*INSTRUCTIONS TO FOLLOW:* Which lines below hold the word "name"? Report each one.

*TASK DATA:*
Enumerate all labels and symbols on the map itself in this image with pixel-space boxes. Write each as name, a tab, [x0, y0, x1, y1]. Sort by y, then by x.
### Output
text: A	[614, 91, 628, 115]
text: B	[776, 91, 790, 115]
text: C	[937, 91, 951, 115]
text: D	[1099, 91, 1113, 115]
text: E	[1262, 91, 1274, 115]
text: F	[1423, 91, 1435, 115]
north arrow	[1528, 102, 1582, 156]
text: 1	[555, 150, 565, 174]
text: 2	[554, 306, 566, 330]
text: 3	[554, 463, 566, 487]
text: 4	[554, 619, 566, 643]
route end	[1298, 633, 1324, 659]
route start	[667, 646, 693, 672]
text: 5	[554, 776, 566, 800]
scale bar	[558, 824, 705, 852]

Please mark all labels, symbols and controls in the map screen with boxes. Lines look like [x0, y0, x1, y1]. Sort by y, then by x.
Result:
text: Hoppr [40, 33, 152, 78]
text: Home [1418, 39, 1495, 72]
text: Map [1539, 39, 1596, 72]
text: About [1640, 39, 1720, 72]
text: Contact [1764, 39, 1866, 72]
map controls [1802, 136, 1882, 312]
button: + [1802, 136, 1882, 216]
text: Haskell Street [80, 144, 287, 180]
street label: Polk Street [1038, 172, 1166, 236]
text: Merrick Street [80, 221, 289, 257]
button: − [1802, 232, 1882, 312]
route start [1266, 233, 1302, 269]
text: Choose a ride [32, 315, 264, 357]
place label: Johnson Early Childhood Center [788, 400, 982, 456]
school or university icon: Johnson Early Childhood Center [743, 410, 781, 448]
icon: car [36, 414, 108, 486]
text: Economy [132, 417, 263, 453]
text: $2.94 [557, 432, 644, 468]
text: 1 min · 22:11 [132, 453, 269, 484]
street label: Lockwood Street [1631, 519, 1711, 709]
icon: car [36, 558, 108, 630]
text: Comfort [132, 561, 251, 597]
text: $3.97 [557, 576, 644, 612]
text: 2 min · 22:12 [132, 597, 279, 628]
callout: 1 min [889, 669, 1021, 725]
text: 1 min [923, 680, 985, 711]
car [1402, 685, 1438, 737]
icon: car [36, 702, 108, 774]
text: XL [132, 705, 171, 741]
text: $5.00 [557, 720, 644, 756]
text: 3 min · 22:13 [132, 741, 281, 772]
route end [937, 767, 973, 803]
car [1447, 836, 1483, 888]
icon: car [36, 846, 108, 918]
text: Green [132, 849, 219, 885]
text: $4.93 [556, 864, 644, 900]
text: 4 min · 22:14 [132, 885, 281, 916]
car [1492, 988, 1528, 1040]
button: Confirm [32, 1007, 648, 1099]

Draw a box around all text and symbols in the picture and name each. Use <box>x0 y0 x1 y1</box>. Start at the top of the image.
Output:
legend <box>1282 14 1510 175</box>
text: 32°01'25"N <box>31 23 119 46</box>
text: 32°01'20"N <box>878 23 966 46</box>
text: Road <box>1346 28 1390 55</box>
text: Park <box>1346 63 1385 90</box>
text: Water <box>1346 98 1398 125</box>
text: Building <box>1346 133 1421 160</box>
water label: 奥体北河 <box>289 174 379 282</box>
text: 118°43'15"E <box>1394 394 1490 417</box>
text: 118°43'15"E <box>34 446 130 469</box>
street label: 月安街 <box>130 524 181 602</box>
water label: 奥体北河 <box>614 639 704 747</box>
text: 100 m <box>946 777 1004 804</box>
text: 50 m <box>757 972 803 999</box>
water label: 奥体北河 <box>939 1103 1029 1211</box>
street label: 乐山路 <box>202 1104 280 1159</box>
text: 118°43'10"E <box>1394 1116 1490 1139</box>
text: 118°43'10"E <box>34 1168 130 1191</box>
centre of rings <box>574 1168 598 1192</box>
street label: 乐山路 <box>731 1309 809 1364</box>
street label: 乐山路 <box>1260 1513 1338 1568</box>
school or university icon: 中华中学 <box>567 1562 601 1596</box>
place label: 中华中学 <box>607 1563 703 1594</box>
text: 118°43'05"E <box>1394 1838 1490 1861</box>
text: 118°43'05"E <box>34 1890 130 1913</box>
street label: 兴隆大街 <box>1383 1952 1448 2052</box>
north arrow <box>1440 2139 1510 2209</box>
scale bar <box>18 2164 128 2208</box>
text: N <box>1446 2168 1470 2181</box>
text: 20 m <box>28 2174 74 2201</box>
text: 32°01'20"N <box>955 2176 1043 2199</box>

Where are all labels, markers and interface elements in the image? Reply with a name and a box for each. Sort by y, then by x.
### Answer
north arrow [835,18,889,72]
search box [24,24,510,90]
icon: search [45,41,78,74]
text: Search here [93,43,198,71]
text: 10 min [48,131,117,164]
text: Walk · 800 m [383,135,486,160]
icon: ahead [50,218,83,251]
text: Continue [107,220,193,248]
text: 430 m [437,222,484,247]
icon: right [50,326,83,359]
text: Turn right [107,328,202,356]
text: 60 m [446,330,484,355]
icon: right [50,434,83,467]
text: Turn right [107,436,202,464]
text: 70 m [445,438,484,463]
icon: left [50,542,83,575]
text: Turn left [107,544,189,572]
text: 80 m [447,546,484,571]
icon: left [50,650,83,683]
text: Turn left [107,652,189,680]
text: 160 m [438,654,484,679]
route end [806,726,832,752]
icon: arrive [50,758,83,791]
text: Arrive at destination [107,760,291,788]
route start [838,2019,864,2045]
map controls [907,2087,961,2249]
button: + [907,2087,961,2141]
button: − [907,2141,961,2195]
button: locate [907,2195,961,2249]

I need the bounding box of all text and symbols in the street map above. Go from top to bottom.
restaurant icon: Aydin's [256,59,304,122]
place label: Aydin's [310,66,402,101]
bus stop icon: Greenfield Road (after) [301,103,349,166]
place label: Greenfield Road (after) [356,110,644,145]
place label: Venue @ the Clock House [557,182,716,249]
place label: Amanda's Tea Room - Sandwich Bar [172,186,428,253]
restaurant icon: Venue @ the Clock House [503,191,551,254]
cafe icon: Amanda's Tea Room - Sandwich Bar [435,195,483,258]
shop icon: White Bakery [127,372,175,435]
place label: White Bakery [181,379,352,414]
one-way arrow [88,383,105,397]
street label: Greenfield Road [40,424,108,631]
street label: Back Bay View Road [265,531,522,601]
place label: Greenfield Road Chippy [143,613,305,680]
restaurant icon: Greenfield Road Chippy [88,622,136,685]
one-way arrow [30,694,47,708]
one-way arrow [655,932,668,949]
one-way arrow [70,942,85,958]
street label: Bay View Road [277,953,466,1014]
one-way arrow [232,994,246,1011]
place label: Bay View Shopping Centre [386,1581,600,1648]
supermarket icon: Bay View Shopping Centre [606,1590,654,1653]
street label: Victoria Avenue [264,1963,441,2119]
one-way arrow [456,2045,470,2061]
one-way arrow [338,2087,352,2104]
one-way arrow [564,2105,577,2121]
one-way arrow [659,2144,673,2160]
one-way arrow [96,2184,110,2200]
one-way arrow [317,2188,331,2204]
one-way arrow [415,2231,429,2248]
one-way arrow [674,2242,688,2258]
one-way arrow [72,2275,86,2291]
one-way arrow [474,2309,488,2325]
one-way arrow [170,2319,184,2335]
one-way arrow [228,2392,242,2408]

*WRITTEN SOLUTION:*
Enumerate all labels and symbols on the map itself in this image with pixel-space boxes. Write each as name, a tab, [x0, y0, x1, y1]. Sort by y, then by x.
Draw a box around all text and symbols in the picture and name each. Use <box>x0 y0 x1 y1</box>. Start at the top of the image.
Where are all labels, markers and interface elements in the image? Reply with a name and a box for each. Sort by y, then by x.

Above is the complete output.